How This Could Be Dead Wrong

It would be strange indeed to feature such a character as the center of this mythology. While his love story with Annie may be as tragic as I've painted above, there's nothing about the cave that speaks to Island mythology (something Ben would be keen to honor). The cave has basically been abandoned since last in Season 1, and holds no particular relationship with Ben.

In addition, there is as of yet no proof Ben can "flash" like Desmond, making his escape through time and space with Annie highly implausible at this point. Still, I like this theory, as Annie may be the only touchstone to true humanity that Ben has left.

Couple #2: Desmond and Penelope

How This Could Be True

Well, if anyone could end up decades in the past, it's Desmond.

I wonder if, when all is said and done, the main story of Lost will be that of an incredibly odd series of events happening as two people simply try to get back to each other, with the very name Penelope suggesting that Desmond is a modern-day Odysseus, laboring to get back to the woman he loves and seemingly every possible obstacle is thrown in his way.

Throw in the fact that Desmond changed the "rules" on the island when he turned the key to the fail-safe and unleashed a purple sky over the Island, and you have a possibility where the only way things can return to "normal" is if he's never there to push the button in the first place. For that to happen, however, there would need to never be an "incident." And for that to happen, well, the Dharma Initiative would have to be preemptively stopped. And for that to happen, Desmond would have to predate their arrival.

The rules would be this: he could help avoid the catastrophe to come, but he could never leave the Island. As such, Penelope would come and live on the Island with him, and live out their days in what is to us the past, but for them ever the present.

How This Could Be Dead Wrong

Desmond and Penelope might be THE love story when all is said and done on this show, but they primarily serve as narrative pieces on the way towards what will happen in Season 4: the Takeover of the Island.

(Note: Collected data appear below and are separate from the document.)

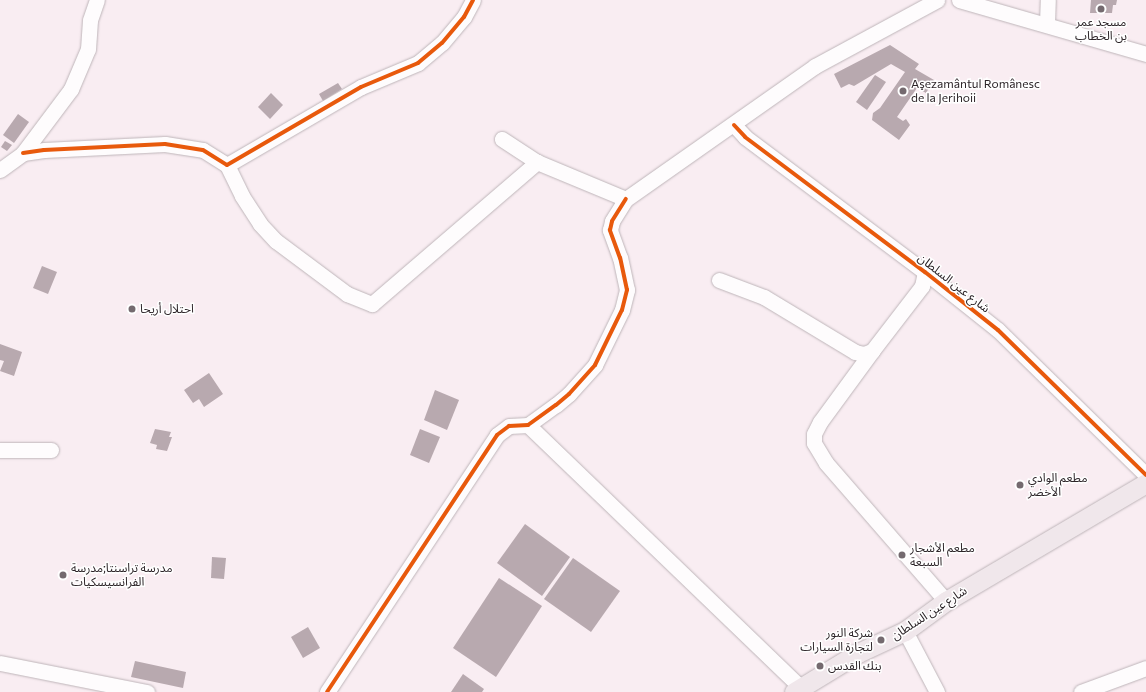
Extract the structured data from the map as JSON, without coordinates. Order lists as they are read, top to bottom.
{
  "streets": {
    "main road": ["شارع عين السلطان"]
  },
  "places": [
    "مسجد عمر بن الخطاب",
    "Aşezamântul Românesc de la Jerihoii",
    "احتلال أريحا",
    "مطعم الوادي الأخضر",
    "مطعم الأشجار السبعة",
    "مدرسة تراسنتا;مدرسة الفرانسيسكيات",
    "شركة النور لتجارة السيارات",
    "بنك القدس"
  ]
}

I firmly believe Penelope's father Charles placed Desmond on the Island as a way to infiltrate The Others, who had taken over the Island in the wake of The Purge from the Hanso Foundation, with whom Charles works.

As such, they are important to the show, but probably not the two people Jack ran into in the caves. Which leads me to my final couple.

Couple #3: Jack and Kate

How This Could Be True

Jack and Kate, according the show, are the two main protagonists. Sawyer's the Han Solo type: very cool, very important, but still ultimately not the center of the story. Ben and/or Locke will serve as the ultimate Darth Vader of the story, Jacob will be Yoda/Darth Sidious, Hurley will be Chewbacca, but Jack and Kate will be the Luke and Leia, only not actually related, thank God for that.

These two are also the ones who have to "go back" and fix whatever went wrong after Jack radioed for help after beating the living snot out of Ben Linus. Now, we all assume he meant "go back to the Island," but what if he also meant going back in time? Remember, what we see of Jack Shepard is a man who learned the majority of the Island's secrets, knows about Smokey, knows about The Others' obsession with children, and knows what happened to Walt and Michael. We the audience do not. So let's assume for a minute that Jack learned that time is like a big ol' bendy straw, and is using his Golden Pass to try and someone slip back not only onto the Island, but a particular point in the past on the Island? And what if he's figured out that the only way back is with Kate, herself integral to what went wrong?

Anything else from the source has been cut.